# How to Rebuild Emotional Connection?



## Cat3CatGirl (Jun 19, 2012)

Me and DH are back together (4 weeks) after a 6 month separation that involved him having a PA. The separation was to step back and reflect on why we feel more like "room mates" or "co parents" than a real couple. We set down some guidelines and agreed to no dating unless we talked about it first. Well, he signed up for a dating service, dated a few women, and began a relationship (both physical and the starting of emotional) with one woman in particular. It lasted for about 4 weeks and he broke it off to move back in with me and begin marriage counseling.

So, our biggest problem is lack of emotional connection, or maybe connection in general. We do decent on physical connection, only need some minor work there, so our focus is on improving emotional connection. Since his leaving in January, we've been doing a LOT of soul searching individually and talking about our deep down emotional concerns, desires, etc. We neglected doing that for 10+ years, for the most part.

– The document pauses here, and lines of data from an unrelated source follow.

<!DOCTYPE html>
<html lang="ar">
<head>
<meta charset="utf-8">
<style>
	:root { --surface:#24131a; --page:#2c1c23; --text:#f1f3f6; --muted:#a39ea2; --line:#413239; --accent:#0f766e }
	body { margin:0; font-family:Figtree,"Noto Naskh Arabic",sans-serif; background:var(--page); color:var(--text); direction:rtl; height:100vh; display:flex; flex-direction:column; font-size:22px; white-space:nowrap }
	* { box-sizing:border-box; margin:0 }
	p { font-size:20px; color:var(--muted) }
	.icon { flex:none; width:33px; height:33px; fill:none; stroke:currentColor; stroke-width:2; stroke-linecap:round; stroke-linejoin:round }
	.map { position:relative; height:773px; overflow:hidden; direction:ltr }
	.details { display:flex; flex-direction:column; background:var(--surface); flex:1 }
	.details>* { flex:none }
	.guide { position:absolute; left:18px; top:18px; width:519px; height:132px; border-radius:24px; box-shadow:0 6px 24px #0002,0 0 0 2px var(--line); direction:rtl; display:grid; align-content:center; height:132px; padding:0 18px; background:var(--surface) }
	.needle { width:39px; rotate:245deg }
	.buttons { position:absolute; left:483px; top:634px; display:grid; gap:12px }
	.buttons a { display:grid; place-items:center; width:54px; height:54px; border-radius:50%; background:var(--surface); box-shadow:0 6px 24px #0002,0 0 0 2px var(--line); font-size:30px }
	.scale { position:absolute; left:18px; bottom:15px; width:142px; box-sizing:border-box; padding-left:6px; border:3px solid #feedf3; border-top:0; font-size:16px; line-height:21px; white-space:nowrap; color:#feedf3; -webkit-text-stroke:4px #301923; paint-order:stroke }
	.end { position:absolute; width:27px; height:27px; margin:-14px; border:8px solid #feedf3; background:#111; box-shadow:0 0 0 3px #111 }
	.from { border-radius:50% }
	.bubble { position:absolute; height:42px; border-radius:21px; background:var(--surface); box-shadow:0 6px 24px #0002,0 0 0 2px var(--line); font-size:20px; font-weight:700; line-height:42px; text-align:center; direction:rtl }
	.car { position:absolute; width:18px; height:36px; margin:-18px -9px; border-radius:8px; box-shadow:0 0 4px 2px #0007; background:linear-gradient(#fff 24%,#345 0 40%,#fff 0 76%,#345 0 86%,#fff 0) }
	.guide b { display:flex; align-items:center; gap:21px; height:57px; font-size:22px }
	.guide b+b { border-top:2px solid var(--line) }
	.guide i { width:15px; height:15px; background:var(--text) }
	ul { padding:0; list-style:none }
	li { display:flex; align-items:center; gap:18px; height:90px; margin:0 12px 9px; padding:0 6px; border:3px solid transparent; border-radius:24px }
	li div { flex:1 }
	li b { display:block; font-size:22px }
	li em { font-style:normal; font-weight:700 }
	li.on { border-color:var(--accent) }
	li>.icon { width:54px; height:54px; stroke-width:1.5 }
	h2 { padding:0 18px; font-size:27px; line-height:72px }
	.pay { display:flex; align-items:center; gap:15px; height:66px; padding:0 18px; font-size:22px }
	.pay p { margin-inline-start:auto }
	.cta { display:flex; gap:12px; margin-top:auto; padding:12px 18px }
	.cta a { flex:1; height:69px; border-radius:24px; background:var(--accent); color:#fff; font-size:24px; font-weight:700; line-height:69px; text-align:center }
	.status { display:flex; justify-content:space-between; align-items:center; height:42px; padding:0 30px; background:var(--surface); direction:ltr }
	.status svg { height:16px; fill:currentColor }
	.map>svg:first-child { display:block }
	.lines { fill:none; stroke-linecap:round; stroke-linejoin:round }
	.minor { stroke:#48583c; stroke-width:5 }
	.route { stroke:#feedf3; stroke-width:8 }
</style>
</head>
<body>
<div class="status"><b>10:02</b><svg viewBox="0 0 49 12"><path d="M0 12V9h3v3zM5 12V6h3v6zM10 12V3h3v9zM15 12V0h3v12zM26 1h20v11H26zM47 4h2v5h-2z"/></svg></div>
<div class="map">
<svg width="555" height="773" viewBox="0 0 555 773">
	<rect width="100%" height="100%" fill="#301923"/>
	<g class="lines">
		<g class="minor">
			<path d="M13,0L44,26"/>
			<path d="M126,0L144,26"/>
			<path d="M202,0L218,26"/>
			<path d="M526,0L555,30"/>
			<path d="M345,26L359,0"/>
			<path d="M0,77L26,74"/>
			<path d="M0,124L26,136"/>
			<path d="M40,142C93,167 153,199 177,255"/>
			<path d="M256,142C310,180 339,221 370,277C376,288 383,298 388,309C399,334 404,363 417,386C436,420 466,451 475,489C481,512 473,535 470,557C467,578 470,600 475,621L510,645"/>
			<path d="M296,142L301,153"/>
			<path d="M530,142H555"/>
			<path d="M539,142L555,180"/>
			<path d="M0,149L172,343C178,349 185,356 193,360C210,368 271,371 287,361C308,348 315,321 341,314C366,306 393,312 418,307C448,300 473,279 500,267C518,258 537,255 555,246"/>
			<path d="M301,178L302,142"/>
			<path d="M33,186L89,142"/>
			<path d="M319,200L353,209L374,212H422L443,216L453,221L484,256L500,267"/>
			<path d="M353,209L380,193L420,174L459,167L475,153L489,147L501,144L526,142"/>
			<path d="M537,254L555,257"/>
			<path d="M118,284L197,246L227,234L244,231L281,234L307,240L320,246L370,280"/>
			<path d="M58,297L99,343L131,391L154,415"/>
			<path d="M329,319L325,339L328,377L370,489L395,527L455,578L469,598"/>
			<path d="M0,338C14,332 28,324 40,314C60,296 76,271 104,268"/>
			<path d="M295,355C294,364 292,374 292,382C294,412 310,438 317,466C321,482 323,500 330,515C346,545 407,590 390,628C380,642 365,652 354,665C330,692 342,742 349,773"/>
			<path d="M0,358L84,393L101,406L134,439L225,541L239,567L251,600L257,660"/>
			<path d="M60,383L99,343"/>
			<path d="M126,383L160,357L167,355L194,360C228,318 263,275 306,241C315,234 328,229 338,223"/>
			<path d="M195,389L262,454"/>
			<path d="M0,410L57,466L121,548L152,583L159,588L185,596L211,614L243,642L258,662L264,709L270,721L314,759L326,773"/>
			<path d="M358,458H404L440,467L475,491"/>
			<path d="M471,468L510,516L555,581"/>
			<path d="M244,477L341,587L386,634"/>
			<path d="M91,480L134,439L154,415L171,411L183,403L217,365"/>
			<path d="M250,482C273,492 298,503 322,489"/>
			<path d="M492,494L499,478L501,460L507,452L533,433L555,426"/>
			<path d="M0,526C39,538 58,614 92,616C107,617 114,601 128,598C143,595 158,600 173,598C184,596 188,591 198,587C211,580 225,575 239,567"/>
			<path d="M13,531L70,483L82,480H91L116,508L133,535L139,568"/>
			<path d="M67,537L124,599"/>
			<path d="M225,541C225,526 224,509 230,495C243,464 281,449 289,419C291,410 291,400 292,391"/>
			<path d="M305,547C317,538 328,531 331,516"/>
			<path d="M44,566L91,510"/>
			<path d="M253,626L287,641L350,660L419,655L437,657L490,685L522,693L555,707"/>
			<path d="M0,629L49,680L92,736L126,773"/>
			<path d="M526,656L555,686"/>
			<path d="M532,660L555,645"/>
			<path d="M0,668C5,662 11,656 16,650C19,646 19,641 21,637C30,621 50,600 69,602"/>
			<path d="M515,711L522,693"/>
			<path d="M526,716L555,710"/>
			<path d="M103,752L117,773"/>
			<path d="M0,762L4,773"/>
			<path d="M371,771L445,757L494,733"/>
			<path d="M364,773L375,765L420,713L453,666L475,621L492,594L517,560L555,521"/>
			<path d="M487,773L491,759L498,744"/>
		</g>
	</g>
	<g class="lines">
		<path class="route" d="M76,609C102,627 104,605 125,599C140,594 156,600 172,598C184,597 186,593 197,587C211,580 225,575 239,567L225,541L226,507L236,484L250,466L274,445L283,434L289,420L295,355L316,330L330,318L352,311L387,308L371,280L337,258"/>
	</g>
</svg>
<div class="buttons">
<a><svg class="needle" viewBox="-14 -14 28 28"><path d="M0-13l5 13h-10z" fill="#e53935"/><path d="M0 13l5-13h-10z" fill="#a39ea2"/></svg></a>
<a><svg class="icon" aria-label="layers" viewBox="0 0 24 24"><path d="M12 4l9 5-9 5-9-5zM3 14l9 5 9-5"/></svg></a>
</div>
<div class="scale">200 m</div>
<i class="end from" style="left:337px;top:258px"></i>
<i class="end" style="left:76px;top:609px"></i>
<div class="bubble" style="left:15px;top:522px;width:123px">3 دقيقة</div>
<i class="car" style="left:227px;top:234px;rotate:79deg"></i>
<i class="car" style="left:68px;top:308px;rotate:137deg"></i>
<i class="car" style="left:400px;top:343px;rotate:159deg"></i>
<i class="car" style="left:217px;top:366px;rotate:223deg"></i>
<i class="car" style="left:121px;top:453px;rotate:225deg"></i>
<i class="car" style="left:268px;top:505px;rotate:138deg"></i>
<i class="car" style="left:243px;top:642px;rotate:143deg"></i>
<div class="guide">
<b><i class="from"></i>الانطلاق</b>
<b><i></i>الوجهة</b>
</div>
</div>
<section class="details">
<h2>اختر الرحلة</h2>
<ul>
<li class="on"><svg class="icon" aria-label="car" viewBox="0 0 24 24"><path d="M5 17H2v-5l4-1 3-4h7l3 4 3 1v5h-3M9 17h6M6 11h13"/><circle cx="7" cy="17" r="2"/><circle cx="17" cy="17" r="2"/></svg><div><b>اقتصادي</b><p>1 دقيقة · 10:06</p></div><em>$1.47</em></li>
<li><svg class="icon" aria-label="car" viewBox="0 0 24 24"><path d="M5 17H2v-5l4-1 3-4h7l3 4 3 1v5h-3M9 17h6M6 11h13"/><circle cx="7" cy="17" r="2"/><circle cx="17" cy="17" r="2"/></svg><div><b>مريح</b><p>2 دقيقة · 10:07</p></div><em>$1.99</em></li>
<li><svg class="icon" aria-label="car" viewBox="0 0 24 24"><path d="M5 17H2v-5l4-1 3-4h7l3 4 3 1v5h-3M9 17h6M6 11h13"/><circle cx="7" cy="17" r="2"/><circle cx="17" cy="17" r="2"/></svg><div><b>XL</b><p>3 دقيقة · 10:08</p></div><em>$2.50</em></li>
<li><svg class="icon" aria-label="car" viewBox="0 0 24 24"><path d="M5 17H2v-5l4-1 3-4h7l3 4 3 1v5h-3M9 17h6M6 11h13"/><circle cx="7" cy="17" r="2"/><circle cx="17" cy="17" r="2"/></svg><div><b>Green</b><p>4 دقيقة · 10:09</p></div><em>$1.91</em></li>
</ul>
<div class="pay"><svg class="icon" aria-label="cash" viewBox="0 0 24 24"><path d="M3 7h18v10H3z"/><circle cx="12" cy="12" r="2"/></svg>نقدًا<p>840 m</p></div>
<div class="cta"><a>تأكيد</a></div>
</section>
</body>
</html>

We are both avoiders of conflict and we have a lot of conflict due to special needs child.

Last night was a bad night for my DH. Deep down he had hoped that he'd be feeling something more for me by the end of 4 weeks and he was upset that he doesn't. It really made me realize how little impact I have. Intellectually I know that I have no "control" over his emotions. But I've been a mess today because I feel like I'm gaining emotional connection with him, spending the time & effort to sift through my thoughts & concerns and sharing in meaningful ways with him, but it seems there's no progress from his point of view. No, the emotional connection is not STRONG at this point for me, but it IS there.

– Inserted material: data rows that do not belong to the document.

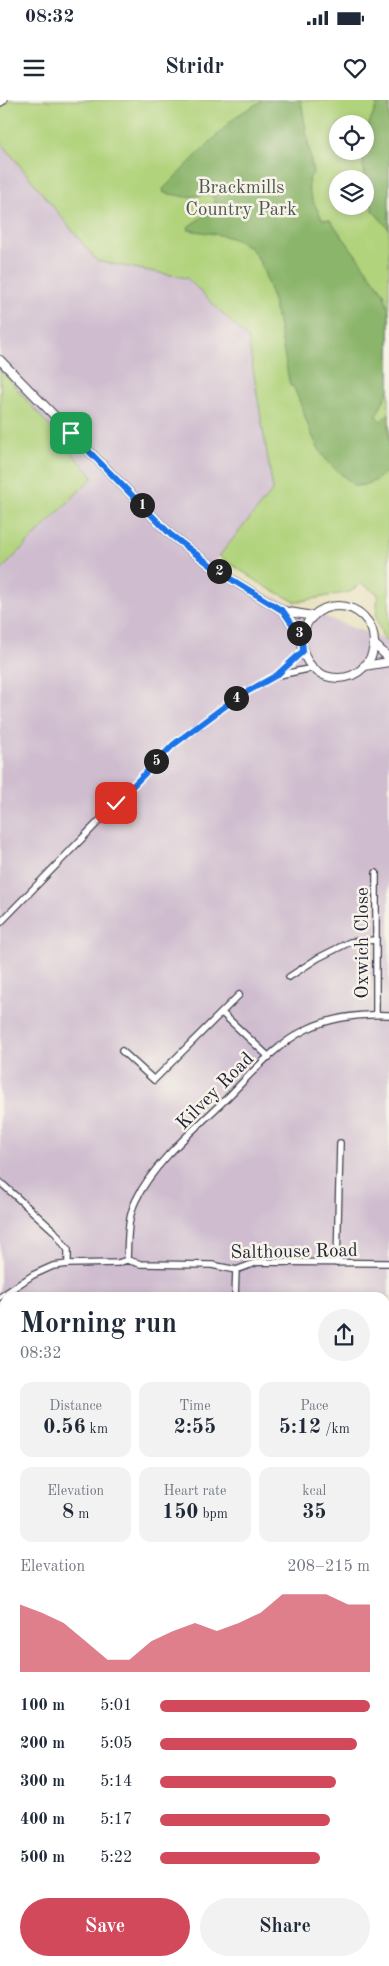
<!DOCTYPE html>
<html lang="en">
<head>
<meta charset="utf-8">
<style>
	body { margin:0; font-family:"Old Standard TT",serif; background:#f2f2f3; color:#1f2937; height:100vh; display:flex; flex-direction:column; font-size:19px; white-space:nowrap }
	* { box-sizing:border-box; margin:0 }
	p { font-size:16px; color:#747a83 }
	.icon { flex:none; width:28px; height:28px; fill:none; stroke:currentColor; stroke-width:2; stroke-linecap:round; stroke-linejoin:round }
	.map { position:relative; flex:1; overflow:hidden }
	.panel { position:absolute; left:0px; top:1192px; width:390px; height:674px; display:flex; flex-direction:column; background:#fff; border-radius:15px 15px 0 0; box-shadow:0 2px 8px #0003 }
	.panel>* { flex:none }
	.tools { position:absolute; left:329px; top:15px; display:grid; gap:10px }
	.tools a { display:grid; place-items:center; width:45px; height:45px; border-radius:50%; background:#fff; box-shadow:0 2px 8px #0003; font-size:25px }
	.pin { position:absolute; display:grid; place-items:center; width:42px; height:42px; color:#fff; margin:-21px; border-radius:10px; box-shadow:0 2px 8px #0006 }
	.km { position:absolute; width:25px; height:25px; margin:-12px; border-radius:50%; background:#222; color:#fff; font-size:14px; line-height:25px; text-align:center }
	.round { display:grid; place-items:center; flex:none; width:52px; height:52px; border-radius:26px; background:#f2f2f3 }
	.summary { display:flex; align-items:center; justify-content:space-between; height:85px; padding:0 20px }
	h1 { font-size:28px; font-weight:800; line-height:38px }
	.stats { display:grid; grid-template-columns:repeat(3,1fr); gap:8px; height:85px; padding:5px 20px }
	.stats div { display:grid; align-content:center; border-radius:12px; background:#f2f2f3; text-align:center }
	.stats b { font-size:21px; font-weight:800 }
	.stats small { font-size:14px; font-weight:400 }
	.stats p { font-size:14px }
	.chart { height:140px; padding:10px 20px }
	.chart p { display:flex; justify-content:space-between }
	.chart svg { width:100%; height:90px; margin-top:5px; fill:#d1495b; opacity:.7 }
	.cta { display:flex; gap:10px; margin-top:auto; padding:10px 20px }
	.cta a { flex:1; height:58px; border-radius:30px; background:#d1495b; color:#fff; font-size:20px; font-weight:800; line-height:58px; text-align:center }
	.cta a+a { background:#f2f2f3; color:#1f2937 }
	ul { padding:0 20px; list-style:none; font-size:16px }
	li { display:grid; grid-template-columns:80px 60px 1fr; align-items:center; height:38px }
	li i { height:12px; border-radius:6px; background:#d1495b }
	.status { display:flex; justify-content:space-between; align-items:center; height:35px; padding:0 25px; background:#fff; direction:ltr }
	.status svg { height:14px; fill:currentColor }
	header { display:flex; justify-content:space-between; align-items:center; height:65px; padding:0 20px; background:#fff; font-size:22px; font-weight:800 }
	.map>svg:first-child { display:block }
	.industrial { fill:#cfbdcf }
	.green { fill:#b1d37c; stroke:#6a7a5c; fill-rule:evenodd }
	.forest { fill:#8cb56c; stroke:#576c54 }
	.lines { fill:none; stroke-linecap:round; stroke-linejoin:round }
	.stream { stroke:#60b7dd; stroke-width:2 }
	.street-casing { stroke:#403e4e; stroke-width:8 }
	.secondary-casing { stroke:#403e4e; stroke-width:10 }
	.street { stroke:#fff; stroke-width:5.5 }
	.secondary { stroke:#fff; stroke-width:8 }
	.route-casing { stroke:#fff; stroke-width:10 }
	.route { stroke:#1a73e8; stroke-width:6 }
	.labels { text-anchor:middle; stroke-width:5; stroke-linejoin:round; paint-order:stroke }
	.park-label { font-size:19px; fill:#4d574e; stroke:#f7f3e8 }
	.street-label { font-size:19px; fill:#22223b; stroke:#f7f3e8 }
</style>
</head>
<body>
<div class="status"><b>08:32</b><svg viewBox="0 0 49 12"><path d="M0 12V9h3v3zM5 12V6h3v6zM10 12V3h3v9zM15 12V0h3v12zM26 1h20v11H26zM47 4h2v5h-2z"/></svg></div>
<header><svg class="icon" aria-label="menu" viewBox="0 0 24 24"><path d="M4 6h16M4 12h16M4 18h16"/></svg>Stridr<svg class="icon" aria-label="heart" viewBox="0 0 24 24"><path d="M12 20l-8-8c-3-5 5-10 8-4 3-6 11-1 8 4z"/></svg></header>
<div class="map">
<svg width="389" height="1866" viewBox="0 0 389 1866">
	<rect width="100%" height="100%" fill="#f7f3e8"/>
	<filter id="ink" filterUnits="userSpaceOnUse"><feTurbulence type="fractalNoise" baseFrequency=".02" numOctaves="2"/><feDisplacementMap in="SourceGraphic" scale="10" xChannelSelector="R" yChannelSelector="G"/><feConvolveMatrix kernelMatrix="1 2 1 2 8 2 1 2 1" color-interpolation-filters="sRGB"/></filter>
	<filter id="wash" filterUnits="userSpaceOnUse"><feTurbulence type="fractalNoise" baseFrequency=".0096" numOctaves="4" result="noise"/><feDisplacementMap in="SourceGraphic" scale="20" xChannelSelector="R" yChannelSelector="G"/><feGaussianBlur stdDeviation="1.12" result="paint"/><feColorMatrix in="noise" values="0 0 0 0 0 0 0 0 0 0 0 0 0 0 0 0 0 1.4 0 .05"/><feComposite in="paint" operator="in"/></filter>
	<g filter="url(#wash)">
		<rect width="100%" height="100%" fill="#e7e0bb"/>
		<path class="industrial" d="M0 41 97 161 187 178 248 239 273 390 219 456 211 472 389 542V1774L385 1777V1198H5V1861H291L296 1866H0Z"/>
		<g class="green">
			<path d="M0 0H389V542L384 540 376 518 378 494 361 483 350 492 296 502 266 487 219 456 273 390 248 239 187 178 97 161 0 41ZM338 24H365V51H338ZM338 79H365V106H338Z"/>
			<path d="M0 269 93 377 0 471Z"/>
			<path d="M389 1774V1866H296L291 1861H385V1777Z"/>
		</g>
		<g class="forest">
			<path d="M263 0H301L313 73C301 86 316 105 322 119L330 120 384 193 389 213V290L376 316 381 321 389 313V369C378 380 371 385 355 386 344 376 328 365 320 351 308 331 303 307 293 286H290C284 256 271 166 250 148 235 135 207 133 188 130L189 126 208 113 215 105 214 98 209 94 187 97 164 93 163 89 235 17Z"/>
			<path d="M379 0H389V129L373 111 363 66 369 24Z"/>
		</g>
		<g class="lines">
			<g class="stream">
				<path d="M385 1801 389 1797"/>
				<path d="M301 1866 309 1861"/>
			</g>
		</g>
	</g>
	<g filter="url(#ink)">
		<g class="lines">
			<defs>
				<g id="street">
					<path d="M279 575 313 568"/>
					<path d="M376 773V914"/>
					<path d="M0 823 173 645 236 598 277 575 303 551"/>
					<path d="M289 877 318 858 350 842 375 840"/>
					<path d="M222 913 269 957"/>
					<path d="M122 951 154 980 239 895"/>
					<path d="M0 1082 54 1131 68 1150V1164"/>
					<path d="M127 1160C128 1140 127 1118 136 1100 154 1062 197 1027 227 998 251 974 276 944 307 929 332 917 362 914 389 915"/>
					<path d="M337 1163 340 1043"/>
					<path d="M0 1197 33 1175 53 1166 68 1164 118 1163 127 1160 141 1164 212 1165 236 1170 258 1162 389 1163"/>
					<path d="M235 1198 236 1170"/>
					<path d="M385 1537H389"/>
					<path d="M0 1582 5 1578"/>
				</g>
				<g id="secondary">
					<path d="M0 2 3 0"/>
					<path d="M0 260 171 435 221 473 283 511 302 538"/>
					<circle cx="338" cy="542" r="36"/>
					<path d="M283 511 313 516"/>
					<path d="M374 544 389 558"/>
					<path d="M364 566 389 562"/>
				</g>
			</defs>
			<use href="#street" class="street-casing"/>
			<use href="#secondary" class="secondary-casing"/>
			<use href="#street" class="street"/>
			<use href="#secondary" class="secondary"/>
		</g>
	</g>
	<g class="lines" filter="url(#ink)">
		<defs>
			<path id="route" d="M71 333 171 435 221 473 283 511 302 538 303 551 277 575 236 598 173 645 116 703"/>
		</defs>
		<use href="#route" class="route-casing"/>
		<use href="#route" class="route"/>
	</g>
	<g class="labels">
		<g class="park-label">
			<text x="241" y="93">Brackmills<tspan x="241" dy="22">Country Park</tspan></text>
		</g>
		<g class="street-label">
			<text transform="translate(361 843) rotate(-90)" y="7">Oxwich Close</text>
			<text transform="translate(214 990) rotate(-45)" y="7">Kilvey Road</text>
			<text transform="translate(294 1150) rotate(-1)" y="7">Salthouse Road</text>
		</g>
	</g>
</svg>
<div class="tools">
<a><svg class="icon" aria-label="locate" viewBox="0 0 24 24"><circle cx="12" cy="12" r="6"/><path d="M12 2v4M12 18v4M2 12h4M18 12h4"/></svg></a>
<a><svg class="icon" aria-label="layers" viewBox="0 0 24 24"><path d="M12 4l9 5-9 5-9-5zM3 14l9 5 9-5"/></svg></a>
</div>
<div class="pin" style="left:71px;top:333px;background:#1e9e55"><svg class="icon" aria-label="arrive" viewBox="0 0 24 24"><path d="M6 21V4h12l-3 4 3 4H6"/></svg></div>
<div class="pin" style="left:116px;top:703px;background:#d93025"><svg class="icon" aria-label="check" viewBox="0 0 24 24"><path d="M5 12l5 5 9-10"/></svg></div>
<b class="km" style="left:142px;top:405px">1</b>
<b class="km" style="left:219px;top:471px">2</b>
<b class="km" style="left:299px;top:533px">3</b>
<b class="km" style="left:236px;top:598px">4</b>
<b class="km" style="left:156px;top:661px">5</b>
<section class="panel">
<div class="summary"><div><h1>Morning run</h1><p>08:32</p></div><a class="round"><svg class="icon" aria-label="share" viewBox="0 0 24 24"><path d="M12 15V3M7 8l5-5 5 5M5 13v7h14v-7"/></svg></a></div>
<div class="stats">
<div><p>Distance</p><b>0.56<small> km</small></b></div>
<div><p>Time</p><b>2:55</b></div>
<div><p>Pace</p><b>5:12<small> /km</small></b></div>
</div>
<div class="stats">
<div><p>Elevation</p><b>8<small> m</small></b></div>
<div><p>Heart rate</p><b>150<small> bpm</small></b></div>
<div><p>kcal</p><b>35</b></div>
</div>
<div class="chart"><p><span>Elevation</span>208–215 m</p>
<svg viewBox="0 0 160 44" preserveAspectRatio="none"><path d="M0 44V11L10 15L20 20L30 29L40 38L50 38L60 29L70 24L80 20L90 24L100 20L110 15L120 6L130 6L140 6L150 11L160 11V44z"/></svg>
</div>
<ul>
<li><b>100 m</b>5:01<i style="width:100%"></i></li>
<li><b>200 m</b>5:05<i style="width:94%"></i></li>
<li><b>300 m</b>5:14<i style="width:84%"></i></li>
<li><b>400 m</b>5:17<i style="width:81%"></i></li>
<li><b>500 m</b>5:22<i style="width:76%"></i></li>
</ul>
<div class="cta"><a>Save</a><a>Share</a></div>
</section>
</div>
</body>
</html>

I know there is no right answer, but I'd be interested in hearing your thoughts on whether 4 weeks is reasonable to re-establish emotional connectedness after neglecting it for 11 years.


----------



## rockymtnhigh (Jul 3, 2012)

I agree that 4 weeks seems to short. Connections take time. Especially emotional connections. It has been 11 years of neglect, you won't be able to fix it over night. It's like thinking you can lose 50 pounds in a week. It would be nice if it happened, but you lose it a pound or two at a time. Just keep working at it, and give it some more time.


----------